Task instructions — Transcribe all of the records exactly, leaving every line as it is.

Source material —
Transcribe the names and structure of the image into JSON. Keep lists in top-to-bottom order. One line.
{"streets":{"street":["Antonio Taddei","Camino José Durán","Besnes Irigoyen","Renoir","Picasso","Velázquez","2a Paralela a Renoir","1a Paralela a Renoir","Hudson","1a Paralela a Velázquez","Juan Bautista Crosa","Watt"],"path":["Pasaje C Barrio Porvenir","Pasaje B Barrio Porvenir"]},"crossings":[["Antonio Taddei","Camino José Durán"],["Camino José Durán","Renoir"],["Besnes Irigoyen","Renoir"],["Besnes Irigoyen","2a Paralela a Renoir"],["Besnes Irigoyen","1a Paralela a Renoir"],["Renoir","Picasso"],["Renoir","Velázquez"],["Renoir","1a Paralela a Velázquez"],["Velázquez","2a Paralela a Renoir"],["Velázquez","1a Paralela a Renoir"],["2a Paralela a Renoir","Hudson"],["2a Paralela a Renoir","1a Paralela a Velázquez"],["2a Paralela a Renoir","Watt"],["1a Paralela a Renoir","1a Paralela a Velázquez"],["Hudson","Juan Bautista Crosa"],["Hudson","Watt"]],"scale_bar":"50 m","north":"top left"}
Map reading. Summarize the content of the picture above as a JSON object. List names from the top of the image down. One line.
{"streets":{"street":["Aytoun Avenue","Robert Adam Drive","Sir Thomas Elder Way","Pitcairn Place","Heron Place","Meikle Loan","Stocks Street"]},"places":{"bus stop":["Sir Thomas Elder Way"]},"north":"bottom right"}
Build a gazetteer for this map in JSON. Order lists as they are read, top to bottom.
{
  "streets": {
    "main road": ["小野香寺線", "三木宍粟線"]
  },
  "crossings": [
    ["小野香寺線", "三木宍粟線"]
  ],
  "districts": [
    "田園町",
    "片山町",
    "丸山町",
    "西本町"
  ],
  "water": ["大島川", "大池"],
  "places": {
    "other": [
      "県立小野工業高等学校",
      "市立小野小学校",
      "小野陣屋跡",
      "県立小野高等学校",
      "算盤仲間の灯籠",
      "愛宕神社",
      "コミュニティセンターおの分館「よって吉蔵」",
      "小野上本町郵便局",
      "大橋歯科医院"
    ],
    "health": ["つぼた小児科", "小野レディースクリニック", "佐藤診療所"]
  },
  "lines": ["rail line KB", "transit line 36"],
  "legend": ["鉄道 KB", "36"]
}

Answer to the exercise —
Transcribe the names and structure of the image into JSON. Keep lists in top-to-bottom order. One line.
{"streets":{"street":["Antonio Taddei","Camino José Durán","Besnes Irigoyen","Renoir","Picasso","Velázquez","2a Paralela a Renoir","1a Paralela a Renoir","Hudson","1a Paralela a Velázquez","Juan Bautista Crosa","Watt"],"path":["Pasaje C Barrio Porvenir","Pasaje B Barrio Porvenir"]},"crossings":[["Antonio Taddei","Camino José Durán"],["Camino José Durán","Renoir"],["Besnes Irigoyen","Renoir"],["Besnes Irigoyen","2a Paralela a Renoir"],["Besnes Irigoyen","1a Paralela a Renoir"],["Renoir","Picasso"],["Renoir","Velázquez"],["Renoir","1a Paralela a Velázquez"],["Velázquez","2a Paralela a Renoir"],["Velázquez","1a Paralela a Renoir"],["2a Paralela a Renoir","Hudson"],["2a Paralela a Renoir","1a Paralela a Velázquez"],["2a Paralela a Renoir","Watt"],["1a Paralela a Renoir","1a Paralela a Velázquez"],["Hudson","Juan Bautista Crosa"],["Hudson","Watt"]],"scale_bar":"50 m","north":"top left"}
Map reading. Summarize the content of the picture above as a JSON object. List names from the top of the image down. One line.
{"streets":{"street":["Aytoun Avenue","Robert Adam Drive","Sir Thomas Elder Way","Pitcairn Place","Heron Place","Meikle Loan","Stocks Street"]},"places":{"bus stop":["Sir Thomas Elder Way"]},"north":"bottom right"}
Build a gazetteer for this map in JSON. Order lists as they are read, top to bottom.
{
  "streets": {
    "main road": ["小野香寺線", "三木宍粟線"]
  },
  "crossings": [
    ["小野香寺線", "三木宍粟線"]
  ],
  "districts": [
    "田園町",
    "片山町",
    "丸山町",
    "西本町"
  ],
  "water": ["大島川", "大池"],
  "places": {
    "other": [
      "県立小野工業高等学校",
      "市立小野小学校",
      "小野陣屋跡",
      "県立小野高等学校",
      "算盤仲間の灯籠",
      "愛宕神社",
      "コミュニティセンターおの分館「よって吉蔵」",
      "小野上本町郵便局",
      "大橋歯科医院"
    ],
    "health": ["つぼた小児科", "小野レディースクリニック", "佐藤診療所"]
  },
  "lines": ["rail line KB", "transit line 36"],
  "legend": ["鉄道 KB", "36"]
}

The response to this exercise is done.